= Château La Tour du Pin Figeac (Moueix) =

Former Bordeaux wine estate in France

Château La Tour du Pin Figeac (Moueix), later Château La Tour du Pin for a brief period, is a former Bordeaux wine estate in the appellation Saint-Émilion which produced wine up until 2011. The estate was purchased by owners of neighbouring Château Cheval Blanc in 2006, who managed the estate as a separate property up until 2011. The estate in effect ceased to exist after this, being absorbed into its grander neighbour.

== History ==
Until 1879, this property was a part of the Figeac estate, acquired to form Château La Tour Figeac, half of which was further sold and divided into two parts, this property and that of Château La Tour du Pin Figeac (Giraud-Bélivier). This estate, the smallest of the three, was bought in 1947 by Antoine Moueix, cousin of J. P. Moueix. The property remained in the hands of the Moueix family until 2006, when it was bought by the owners of Château Cheval Blanc, who adopted the name Château La Tour du Pin. The last vintage made was 2011. The best area of the vineyard (3.5ha) has been absorbed into the Château Cheval Blanc vineyard, and the remainder is currently used to make generic Saint-Émilion.

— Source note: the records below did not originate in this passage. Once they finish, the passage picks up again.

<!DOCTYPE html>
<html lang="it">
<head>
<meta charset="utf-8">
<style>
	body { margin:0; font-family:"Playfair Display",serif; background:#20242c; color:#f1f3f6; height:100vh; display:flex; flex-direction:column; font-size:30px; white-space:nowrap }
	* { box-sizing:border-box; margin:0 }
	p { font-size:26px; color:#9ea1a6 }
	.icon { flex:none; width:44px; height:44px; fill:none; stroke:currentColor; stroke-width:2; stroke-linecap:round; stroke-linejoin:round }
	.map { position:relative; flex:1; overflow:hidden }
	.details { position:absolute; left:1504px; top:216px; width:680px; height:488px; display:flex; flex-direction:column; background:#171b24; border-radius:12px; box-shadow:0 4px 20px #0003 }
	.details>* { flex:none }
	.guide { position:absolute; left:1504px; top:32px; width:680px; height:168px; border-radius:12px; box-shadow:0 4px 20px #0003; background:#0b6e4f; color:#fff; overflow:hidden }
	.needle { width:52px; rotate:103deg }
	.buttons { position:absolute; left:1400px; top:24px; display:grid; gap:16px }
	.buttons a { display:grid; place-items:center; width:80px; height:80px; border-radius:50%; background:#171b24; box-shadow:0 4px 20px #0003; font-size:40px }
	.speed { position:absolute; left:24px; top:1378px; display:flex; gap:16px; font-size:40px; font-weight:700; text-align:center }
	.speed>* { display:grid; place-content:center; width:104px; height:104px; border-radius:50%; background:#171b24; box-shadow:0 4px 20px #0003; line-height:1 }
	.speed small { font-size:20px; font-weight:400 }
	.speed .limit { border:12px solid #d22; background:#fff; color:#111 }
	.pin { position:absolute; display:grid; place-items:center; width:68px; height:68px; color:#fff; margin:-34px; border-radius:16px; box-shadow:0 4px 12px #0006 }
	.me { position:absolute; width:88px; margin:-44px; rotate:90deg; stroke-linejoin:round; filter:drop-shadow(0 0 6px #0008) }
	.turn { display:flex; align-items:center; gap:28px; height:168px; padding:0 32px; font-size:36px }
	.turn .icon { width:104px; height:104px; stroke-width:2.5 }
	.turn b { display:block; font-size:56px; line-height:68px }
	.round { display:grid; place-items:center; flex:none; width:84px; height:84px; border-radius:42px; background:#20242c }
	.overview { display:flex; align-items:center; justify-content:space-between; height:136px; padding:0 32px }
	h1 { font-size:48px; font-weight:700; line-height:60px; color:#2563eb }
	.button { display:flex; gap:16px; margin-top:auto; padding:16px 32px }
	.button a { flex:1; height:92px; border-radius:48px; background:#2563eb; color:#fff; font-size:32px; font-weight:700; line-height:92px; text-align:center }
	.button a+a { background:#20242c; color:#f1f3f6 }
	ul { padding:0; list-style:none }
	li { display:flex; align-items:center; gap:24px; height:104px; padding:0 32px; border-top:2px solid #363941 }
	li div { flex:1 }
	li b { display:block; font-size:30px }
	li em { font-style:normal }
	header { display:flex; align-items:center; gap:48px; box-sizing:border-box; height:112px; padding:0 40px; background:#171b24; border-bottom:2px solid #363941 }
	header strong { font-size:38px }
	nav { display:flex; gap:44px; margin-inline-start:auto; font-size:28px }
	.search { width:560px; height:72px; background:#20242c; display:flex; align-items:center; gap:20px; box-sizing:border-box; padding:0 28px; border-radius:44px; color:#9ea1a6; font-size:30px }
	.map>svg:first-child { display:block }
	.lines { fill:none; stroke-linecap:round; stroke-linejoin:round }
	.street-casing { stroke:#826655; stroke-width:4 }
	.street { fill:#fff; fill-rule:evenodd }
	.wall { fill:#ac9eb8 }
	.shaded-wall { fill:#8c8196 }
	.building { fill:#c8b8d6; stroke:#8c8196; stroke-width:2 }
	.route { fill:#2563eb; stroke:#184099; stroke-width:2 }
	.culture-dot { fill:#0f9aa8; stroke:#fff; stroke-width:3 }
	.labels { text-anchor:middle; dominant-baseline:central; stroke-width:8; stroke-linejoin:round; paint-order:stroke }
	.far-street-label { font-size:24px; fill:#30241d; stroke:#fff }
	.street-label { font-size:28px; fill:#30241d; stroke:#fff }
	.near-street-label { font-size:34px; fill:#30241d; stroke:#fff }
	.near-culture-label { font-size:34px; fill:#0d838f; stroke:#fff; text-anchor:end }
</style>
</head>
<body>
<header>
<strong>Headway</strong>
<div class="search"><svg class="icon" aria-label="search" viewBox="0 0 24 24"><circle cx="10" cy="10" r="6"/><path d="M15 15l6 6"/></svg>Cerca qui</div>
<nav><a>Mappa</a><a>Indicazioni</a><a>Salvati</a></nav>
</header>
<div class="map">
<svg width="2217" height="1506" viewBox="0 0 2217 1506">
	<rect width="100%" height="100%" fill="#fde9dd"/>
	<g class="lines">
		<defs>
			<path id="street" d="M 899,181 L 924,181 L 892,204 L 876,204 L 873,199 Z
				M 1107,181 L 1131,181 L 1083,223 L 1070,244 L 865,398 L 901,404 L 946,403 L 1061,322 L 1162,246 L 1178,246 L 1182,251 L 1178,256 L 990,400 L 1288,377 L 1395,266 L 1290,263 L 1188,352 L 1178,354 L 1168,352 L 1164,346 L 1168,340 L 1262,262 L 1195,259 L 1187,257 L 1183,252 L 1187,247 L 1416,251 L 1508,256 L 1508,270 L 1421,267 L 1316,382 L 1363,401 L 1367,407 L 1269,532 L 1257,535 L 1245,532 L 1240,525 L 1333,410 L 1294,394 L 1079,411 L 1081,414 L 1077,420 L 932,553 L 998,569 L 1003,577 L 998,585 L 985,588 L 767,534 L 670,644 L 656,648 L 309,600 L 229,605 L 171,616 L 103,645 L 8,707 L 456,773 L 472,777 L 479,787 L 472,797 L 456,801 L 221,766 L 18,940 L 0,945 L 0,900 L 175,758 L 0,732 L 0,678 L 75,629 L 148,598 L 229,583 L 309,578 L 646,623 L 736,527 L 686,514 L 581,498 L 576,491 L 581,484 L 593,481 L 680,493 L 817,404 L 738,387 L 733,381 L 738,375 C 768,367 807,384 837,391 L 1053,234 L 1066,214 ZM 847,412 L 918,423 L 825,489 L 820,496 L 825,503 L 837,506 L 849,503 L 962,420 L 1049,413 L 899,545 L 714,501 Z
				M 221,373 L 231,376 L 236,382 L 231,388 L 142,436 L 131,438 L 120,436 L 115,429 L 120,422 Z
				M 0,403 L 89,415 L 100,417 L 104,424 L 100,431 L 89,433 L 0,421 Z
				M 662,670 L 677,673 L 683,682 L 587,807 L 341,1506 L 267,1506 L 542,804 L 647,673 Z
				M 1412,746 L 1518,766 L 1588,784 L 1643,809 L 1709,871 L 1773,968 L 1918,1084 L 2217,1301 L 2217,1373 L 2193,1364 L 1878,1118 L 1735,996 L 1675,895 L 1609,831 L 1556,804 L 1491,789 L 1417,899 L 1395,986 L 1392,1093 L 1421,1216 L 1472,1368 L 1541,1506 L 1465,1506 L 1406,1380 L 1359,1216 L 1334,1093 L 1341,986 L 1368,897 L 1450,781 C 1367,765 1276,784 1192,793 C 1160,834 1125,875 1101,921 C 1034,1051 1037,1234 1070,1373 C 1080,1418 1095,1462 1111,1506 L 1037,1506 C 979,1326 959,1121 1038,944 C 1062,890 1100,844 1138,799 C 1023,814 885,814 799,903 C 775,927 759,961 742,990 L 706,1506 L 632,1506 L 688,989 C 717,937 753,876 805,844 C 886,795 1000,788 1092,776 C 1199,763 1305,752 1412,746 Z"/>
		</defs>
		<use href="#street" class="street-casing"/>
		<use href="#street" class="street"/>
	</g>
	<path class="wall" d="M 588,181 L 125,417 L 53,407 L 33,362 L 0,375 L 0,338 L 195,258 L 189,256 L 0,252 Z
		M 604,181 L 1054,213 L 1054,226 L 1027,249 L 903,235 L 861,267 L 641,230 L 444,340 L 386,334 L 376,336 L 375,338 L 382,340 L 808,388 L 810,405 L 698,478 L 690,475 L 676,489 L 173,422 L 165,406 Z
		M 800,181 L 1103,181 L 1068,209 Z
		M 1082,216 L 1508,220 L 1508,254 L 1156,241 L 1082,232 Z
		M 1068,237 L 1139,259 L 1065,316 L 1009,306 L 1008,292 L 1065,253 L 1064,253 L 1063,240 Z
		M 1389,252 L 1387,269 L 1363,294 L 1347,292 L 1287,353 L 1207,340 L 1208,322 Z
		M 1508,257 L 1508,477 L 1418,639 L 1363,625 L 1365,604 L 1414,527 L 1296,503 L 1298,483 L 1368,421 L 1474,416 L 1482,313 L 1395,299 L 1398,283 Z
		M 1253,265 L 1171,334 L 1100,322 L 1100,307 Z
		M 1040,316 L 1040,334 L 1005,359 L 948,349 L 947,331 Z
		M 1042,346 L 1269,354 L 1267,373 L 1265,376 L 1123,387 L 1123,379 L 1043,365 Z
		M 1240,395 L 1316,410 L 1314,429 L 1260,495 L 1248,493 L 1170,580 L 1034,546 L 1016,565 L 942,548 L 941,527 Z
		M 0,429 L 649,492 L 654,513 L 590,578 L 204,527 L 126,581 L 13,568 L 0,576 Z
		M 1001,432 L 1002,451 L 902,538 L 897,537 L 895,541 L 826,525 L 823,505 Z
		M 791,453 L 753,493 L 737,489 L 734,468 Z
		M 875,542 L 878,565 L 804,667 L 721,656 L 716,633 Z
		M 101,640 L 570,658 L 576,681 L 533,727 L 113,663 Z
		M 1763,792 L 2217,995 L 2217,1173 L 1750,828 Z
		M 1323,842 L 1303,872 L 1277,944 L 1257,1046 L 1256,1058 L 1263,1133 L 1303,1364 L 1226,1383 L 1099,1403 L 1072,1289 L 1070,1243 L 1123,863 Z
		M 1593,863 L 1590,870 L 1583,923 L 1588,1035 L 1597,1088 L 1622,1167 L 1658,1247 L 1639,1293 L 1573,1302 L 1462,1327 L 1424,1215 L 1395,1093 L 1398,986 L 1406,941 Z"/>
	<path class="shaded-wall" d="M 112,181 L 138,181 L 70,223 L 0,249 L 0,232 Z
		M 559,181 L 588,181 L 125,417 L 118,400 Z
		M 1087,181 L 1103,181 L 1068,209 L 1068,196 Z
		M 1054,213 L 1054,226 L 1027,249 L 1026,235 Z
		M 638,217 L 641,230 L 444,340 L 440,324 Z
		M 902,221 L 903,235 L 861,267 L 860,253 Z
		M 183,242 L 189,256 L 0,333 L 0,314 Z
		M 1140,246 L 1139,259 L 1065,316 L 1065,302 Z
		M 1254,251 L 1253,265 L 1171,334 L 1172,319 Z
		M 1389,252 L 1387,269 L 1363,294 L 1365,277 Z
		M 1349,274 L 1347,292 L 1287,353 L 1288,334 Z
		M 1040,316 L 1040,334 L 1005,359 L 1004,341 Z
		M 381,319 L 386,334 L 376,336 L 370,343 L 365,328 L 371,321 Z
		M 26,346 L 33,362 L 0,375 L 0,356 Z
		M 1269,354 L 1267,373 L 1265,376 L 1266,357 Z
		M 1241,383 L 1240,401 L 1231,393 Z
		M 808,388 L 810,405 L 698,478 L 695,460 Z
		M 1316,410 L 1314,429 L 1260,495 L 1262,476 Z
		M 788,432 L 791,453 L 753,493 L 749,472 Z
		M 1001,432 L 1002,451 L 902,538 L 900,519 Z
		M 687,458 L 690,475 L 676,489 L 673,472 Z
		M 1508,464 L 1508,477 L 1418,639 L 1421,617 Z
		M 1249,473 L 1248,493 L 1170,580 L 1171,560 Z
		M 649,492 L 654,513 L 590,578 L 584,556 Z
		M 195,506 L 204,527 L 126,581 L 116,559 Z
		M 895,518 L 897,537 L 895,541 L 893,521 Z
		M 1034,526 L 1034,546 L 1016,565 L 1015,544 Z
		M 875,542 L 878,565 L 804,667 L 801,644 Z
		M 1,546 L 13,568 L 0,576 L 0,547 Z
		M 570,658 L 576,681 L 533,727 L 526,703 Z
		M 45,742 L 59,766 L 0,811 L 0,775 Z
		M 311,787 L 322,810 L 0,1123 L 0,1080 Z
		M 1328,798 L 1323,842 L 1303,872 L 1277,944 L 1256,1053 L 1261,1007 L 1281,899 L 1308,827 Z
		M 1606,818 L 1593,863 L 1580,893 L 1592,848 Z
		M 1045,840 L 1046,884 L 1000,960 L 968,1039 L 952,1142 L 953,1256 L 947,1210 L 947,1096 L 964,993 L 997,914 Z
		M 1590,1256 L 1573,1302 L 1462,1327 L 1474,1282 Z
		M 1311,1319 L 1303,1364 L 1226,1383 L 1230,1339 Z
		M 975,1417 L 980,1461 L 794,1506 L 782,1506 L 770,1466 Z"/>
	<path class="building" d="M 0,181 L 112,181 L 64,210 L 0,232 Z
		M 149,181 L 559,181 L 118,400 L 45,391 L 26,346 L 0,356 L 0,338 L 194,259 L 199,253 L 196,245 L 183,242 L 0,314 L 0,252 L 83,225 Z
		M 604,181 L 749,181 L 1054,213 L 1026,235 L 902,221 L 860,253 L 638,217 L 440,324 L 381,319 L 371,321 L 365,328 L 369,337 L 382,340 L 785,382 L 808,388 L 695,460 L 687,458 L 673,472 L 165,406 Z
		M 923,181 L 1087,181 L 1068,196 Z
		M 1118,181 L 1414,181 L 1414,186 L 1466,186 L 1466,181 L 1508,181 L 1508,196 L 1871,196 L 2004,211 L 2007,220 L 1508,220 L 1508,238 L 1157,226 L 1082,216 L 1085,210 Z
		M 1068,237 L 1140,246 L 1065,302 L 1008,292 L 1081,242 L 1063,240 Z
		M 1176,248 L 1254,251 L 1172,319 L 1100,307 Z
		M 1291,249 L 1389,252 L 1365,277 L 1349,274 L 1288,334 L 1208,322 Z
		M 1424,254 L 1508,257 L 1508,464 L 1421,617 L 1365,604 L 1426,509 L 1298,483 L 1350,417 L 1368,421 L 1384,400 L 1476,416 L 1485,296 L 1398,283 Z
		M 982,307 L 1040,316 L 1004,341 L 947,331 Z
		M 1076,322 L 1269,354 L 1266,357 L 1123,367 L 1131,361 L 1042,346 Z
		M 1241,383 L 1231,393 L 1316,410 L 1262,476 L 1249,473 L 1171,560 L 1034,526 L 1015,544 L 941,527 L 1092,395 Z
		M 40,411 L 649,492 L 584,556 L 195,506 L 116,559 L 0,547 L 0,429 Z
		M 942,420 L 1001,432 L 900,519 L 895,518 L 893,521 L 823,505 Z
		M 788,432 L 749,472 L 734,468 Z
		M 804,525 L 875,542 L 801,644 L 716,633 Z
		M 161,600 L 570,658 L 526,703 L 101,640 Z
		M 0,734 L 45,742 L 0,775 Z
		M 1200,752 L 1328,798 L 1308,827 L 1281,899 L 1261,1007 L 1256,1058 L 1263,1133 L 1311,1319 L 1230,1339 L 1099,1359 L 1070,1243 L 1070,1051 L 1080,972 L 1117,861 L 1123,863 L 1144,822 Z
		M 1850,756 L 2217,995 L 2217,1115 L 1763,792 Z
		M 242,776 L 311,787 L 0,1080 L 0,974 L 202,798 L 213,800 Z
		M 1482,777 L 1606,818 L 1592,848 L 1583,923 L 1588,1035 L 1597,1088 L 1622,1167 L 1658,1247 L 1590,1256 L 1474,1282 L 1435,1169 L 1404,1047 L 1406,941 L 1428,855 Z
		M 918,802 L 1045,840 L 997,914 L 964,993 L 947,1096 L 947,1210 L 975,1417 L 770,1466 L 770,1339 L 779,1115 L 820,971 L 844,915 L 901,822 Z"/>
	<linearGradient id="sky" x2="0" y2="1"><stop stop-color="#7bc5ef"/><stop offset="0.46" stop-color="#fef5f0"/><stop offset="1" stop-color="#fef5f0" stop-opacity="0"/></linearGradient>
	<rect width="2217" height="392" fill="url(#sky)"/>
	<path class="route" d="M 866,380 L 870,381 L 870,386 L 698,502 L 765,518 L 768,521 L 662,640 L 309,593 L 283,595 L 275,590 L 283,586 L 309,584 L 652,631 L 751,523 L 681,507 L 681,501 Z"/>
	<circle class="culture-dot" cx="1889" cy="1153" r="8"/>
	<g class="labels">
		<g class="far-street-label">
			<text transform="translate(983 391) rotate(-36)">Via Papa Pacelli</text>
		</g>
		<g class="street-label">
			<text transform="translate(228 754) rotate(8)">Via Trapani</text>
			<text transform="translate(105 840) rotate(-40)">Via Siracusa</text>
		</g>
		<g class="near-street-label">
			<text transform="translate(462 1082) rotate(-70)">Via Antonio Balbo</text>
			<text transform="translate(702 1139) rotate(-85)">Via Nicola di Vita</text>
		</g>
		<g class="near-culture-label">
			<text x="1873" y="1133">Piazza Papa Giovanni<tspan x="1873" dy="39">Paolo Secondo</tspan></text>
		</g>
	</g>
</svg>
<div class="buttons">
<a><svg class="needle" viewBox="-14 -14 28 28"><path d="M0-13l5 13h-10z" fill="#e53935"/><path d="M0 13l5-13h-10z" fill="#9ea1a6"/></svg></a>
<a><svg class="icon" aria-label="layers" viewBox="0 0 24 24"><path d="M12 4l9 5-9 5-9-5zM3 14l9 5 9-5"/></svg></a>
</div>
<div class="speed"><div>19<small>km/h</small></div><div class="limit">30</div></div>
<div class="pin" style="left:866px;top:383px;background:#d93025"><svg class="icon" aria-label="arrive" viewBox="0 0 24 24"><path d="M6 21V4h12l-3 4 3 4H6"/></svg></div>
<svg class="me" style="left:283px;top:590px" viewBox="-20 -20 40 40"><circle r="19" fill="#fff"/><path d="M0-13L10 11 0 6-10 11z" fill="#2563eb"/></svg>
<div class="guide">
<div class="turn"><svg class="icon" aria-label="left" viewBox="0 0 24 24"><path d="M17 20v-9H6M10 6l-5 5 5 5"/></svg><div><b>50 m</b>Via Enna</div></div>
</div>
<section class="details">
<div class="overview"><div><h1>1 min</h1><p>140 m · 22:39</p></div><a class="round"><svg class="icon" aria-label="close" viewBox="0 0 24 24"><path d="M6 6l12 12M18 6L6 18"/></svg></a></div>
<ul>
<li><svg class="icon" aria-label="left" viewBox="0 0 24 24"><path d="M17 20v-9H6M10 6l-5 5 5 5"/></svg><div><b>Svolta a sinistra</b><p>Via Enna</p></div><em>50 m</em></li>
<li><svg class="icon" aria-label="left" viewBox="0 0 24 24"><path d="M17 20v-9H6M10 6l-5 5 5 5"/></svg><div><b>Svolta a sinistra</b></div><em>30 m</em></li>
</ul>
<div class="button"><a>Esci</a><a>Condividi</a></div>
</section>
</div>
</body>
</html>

The estate was rated Grand Cru Classé in the Classification of Saint-Émilion wine, but lost this status in 2006, only to have the verdict reversed in 2008. The estate did not re-apply for the 2012 classification.

==Production==
The vineyards extended 9 ha, and was considered the more gravelly of the three La Tour properties, closer to the conditions of neighbours Figeac and Cheval Blanc.

The Grand vin was typically a blend of 70% Merlot and 30% Cabernet Franc, as was the estate's second wine, Clos La Fleur Figeac.